▸ SOURCE MATERIAL:
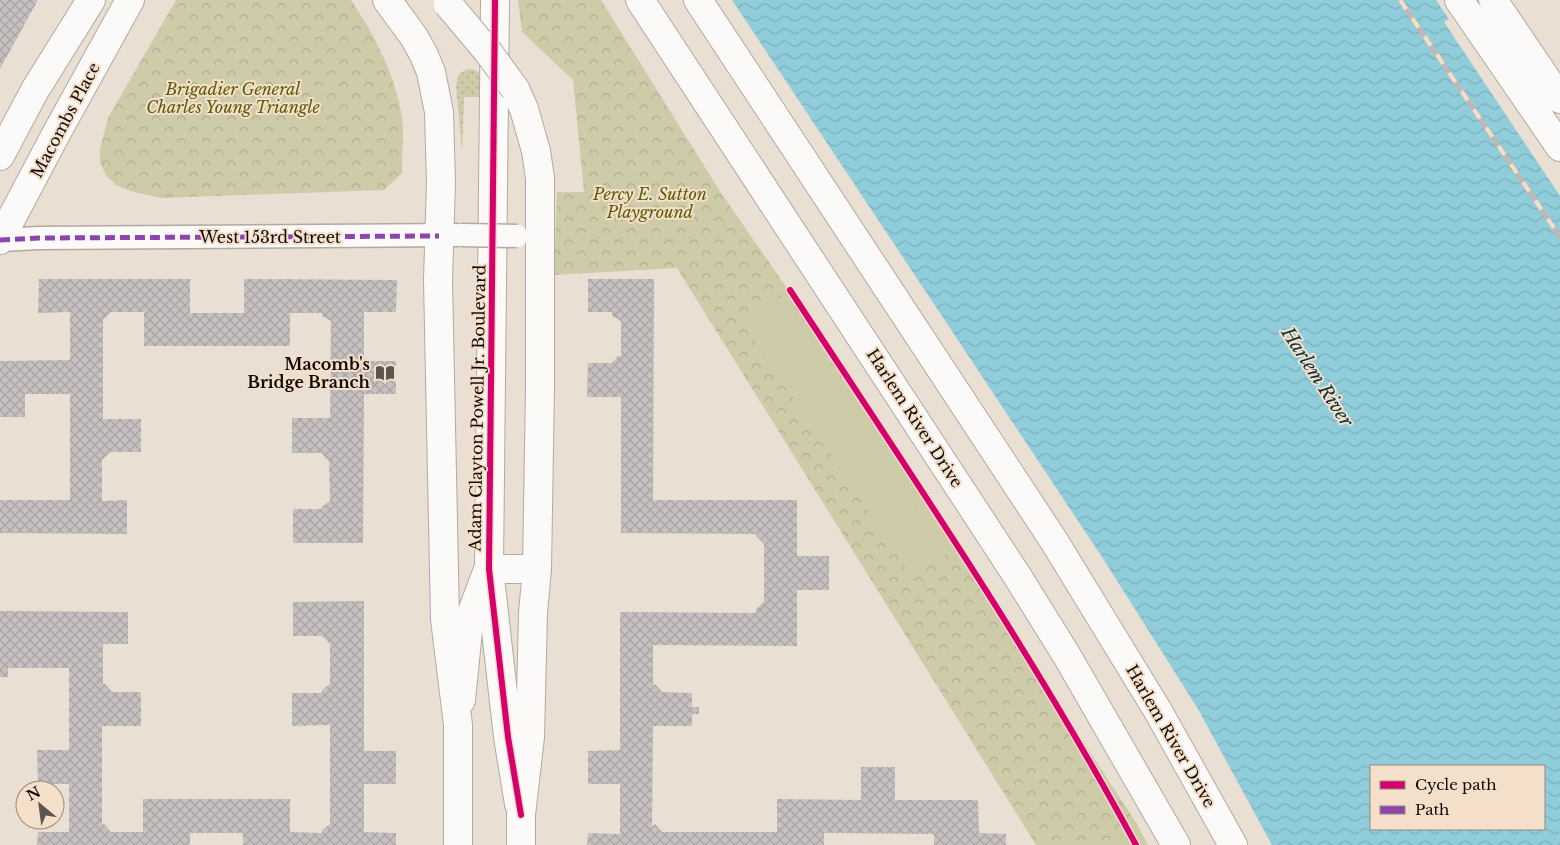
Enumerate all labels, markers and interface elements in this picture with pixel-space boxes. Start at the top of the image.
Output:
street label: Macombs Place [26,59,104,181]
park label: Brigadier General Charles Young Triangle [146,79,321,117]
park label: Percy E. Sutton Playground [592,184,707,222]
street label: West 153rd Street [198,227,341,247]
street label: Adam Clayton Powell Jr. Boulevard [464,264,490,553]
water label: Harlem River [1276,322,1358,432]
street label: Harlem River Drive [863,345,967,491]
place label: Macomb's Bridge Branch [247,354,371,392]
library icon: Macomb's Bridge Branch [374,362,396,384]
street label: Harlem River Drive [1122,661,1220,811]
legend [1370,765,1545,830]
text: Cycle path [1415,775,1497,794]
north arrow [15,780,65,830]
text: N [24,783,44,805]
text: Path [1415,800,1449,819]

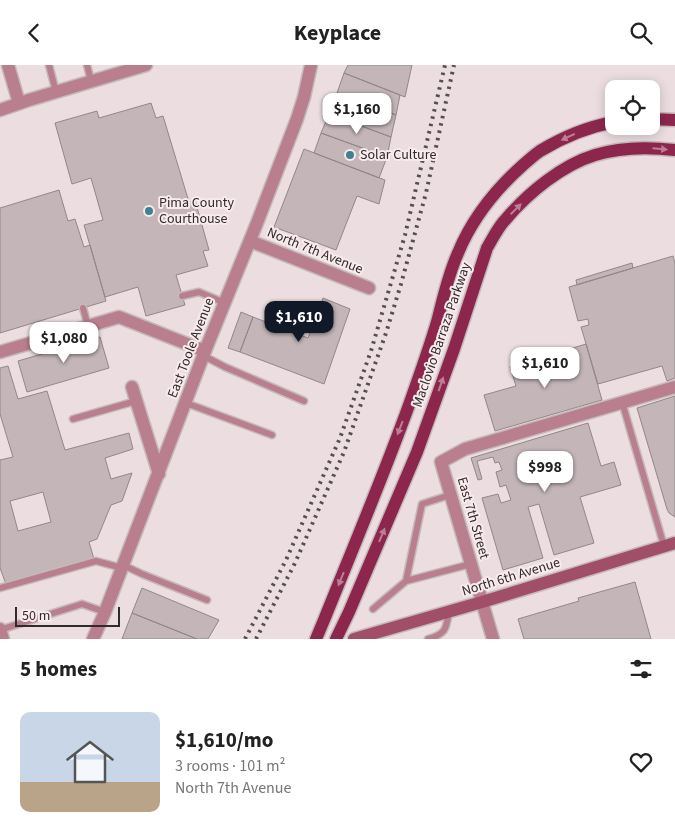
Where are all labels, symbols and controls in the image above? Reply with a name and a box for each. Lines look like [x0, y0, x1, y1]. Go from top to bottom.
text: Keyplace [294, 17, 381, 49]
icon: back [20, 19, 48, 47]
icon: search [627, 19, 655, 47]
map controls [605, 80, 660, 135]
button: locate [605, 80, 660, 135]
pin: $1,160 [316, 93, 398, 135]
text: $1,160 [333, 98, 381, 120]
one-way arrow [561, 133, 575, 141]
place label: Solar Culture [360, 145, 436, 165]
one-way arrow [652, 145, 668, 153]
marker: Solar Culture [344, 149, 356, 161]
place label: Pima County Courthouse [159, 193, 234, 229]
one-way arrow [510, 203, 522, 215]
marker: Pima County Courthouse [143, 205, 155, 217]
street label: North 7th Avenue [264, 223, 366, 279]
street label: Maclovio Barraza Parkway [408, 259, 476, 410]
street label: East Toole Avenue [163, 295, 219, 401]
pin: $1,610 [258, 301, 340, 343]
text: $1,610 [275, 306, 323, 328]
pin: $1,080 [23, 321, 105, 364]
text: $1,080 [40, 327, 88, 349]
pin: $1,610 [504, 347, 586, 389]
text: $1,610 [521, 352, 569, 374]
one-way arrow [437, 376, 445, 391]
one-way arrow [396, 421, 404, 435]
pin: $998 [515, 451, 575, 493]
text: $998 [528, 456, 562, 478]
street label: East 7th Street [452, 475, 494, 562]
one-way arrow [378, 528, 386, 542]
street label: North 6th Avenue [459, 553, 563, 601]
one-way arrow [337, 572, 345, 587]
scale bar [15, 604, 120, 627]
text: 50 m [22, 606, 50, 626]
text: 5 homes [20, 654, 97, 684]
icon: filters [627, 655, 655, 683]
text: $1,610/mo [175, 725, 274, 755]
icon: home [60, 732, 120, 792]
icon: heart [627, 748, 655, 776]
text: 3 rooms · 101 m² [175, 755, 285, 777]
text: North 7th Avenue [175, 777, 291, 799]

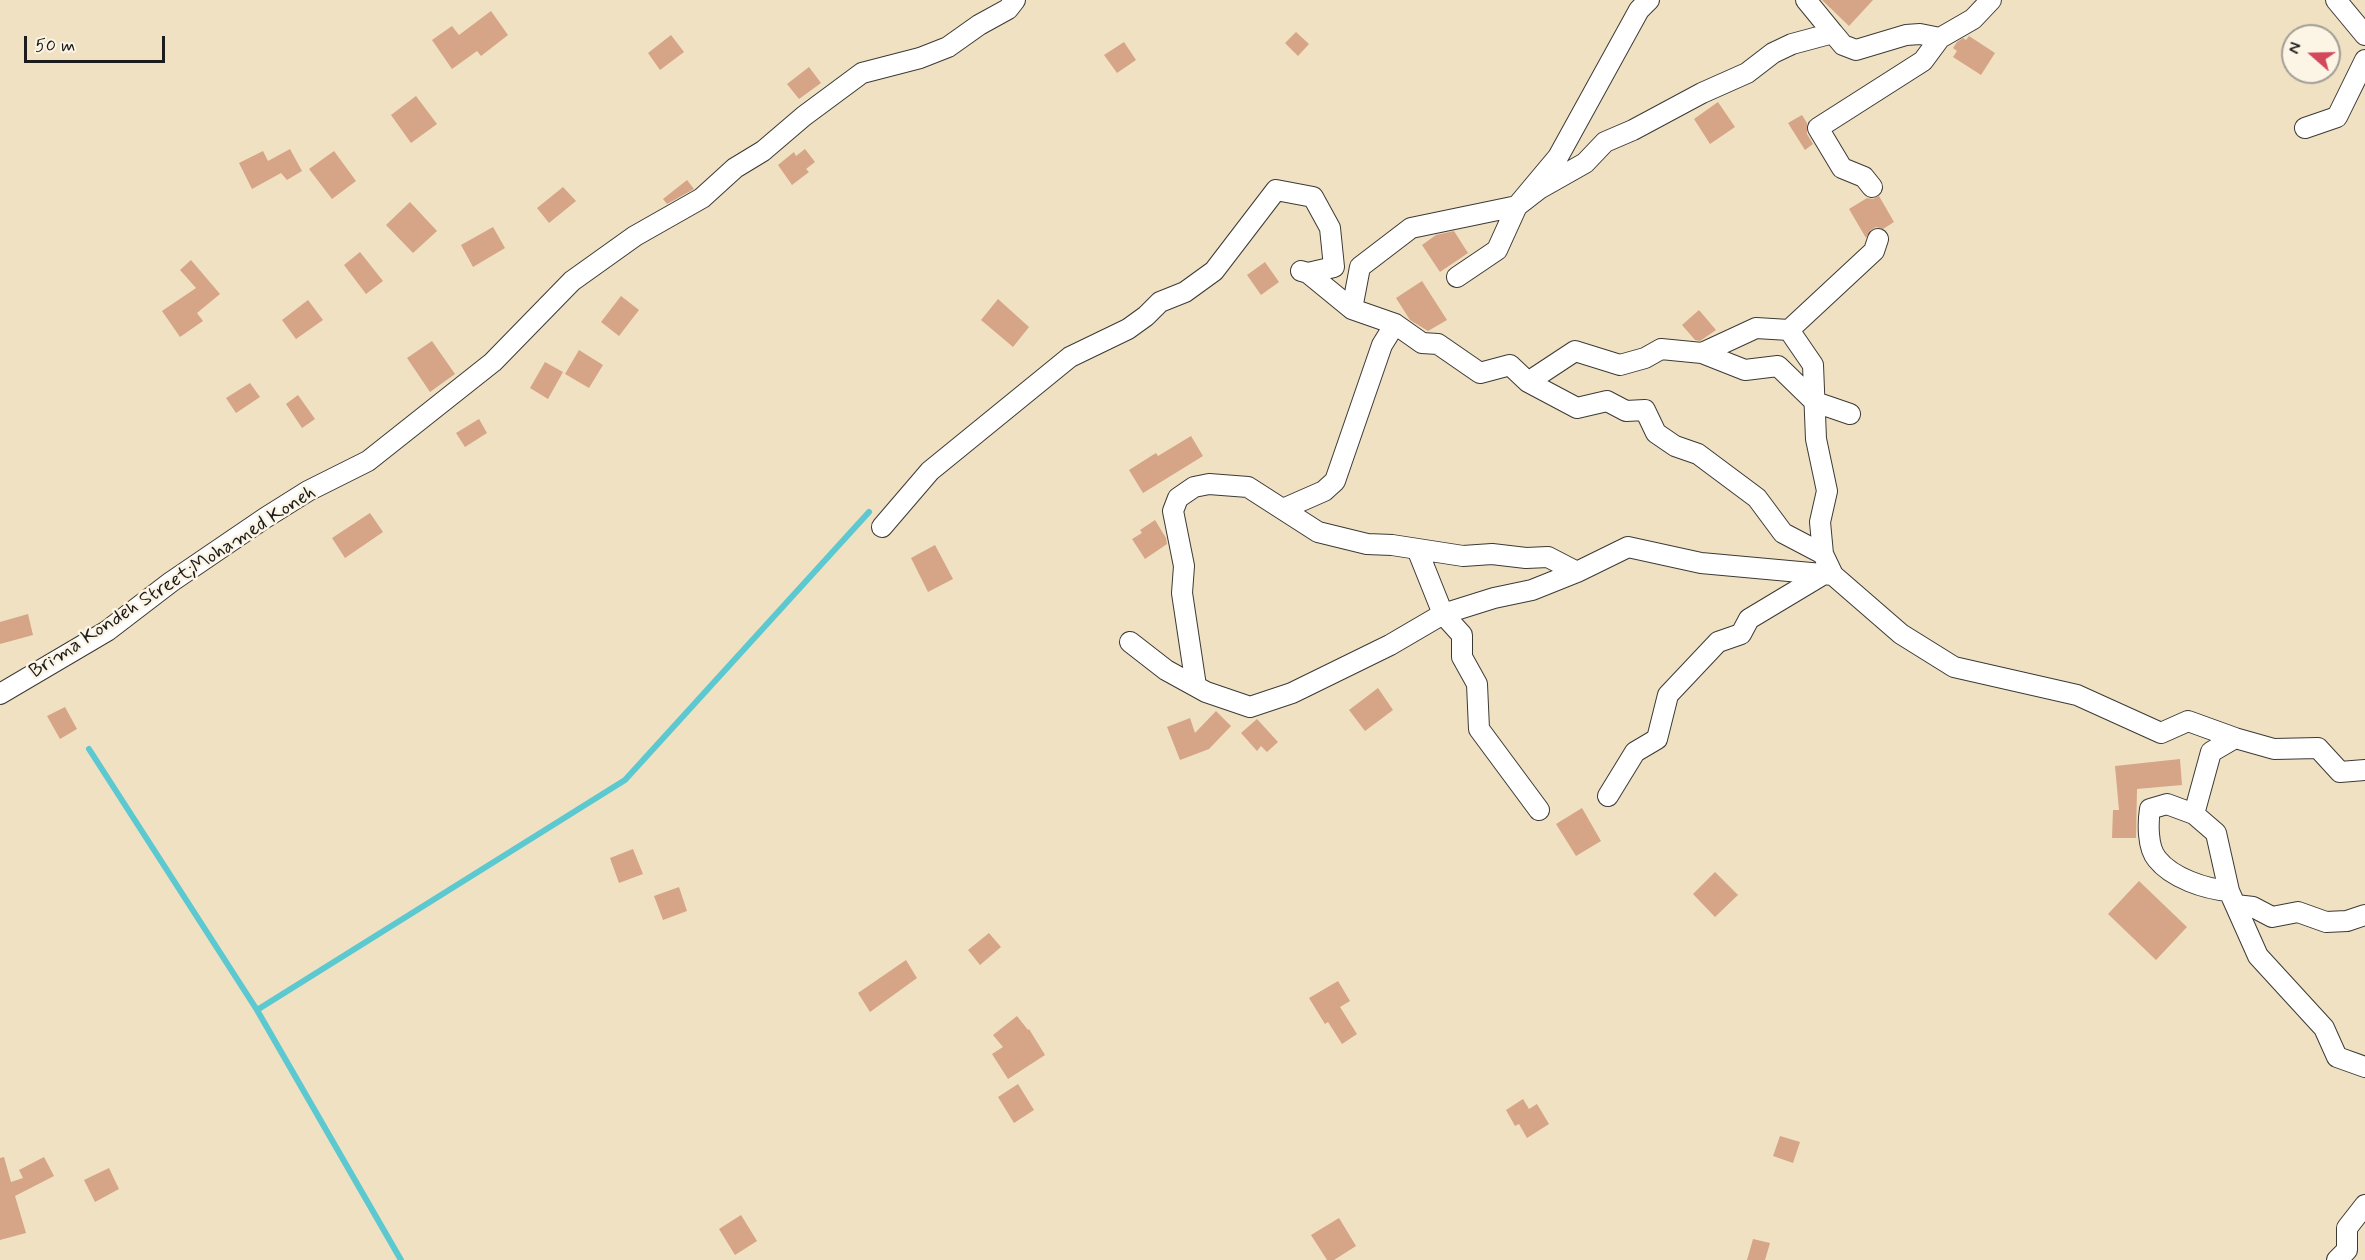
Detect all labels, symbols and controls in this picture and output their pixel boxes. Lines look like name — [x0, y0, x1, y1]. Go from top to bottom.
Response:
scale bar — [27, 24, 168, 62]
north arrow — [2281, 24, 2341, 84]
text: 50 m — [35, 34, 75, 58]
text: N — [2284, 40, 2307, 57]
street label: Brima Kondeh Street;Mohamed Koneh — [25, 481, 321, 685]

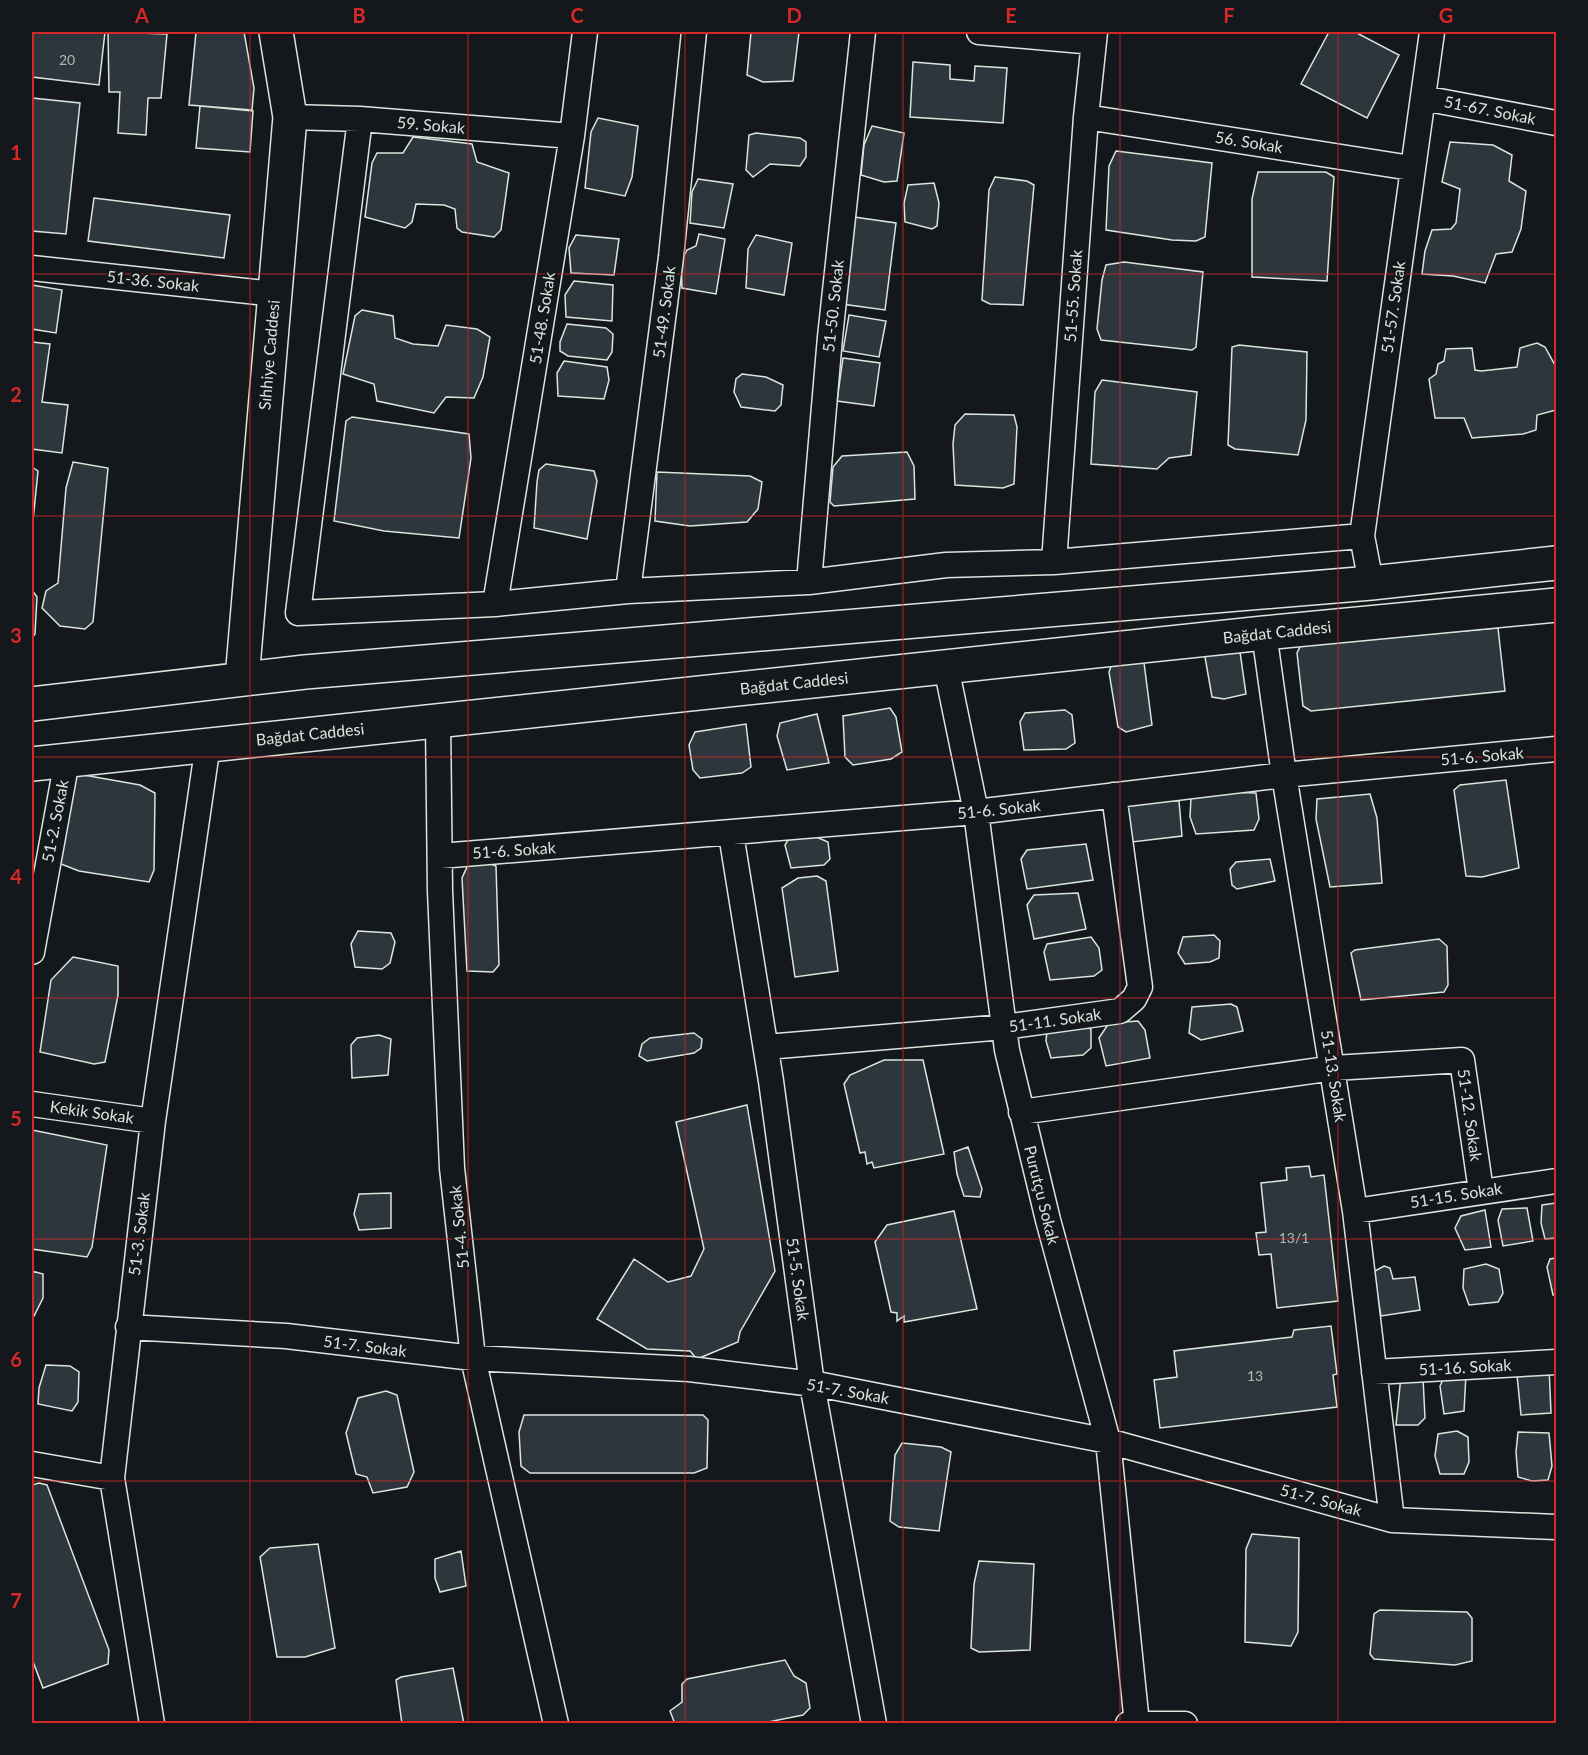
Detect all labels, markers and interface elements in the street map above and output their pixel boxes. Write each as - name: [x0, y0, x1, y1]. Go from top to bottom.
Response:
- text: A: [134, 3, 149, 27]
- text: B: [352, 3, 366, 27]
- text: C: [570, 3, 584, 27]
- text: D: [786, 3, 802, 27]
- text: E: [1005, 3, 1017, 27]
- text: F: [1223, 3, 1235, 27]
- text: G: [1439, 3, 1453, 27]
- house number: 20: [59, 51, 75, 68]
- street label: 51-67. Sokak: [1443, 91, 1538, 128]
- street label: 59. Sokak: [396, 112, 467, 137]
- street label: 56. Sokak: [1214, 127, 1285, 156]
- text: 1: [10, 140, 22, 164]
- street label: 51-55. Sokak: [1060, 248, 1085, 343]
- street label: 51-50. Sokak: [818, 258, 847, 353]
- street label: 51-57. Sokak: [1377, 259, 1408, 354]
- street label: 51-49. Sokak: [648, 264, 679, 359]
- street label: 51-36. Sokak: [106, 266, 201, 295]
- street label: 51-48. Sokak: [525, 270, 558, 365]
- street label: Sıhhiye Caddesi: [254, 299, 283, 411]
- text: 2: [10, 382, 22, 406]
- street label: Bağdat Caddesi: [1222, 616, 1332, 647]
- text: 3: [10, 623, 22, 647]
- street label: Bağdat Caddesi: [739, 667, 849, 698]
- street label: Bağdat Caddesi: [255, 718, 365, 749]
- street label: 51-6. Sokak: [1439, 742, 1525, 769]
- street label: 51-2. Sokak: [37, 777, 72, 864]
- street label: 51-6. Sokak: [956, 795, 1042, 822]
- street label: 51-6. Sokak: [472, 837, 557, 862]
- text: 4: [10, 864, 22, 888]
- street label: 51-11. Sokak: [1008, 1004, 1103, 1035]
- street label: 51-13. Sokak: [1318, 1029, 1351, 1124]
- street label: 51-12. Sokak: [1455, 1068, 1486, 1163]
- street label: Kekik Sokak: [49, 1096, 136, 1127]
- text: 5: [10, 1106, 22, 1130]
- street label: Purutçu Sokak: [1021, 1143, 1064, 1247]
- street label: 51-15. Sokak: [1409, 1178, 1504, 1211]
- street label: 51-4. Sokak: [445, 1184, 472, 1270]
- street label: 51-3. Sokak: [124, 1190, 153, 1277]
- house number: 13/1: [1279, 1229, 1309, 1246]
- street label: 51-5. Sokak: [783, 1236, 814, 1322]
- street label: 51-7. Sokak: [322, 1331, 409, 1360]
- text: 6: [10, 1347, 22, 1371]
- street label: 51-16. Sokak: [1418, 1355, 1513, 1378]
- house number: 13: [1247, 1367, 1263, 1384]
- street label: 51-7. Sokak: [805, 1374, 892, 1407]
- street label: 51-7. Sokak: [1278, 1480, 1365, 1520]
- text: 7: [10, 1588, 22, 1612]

▸ WHAT THE EXERCISE ASKS:
Go line by line through the data and copy any that contain "Culture".

▸ ANSWER TO THIS TASK:
place label: Solar Culture [360, 145, 436, 165]
marker: Solar Culture [344, 149, 356, 161]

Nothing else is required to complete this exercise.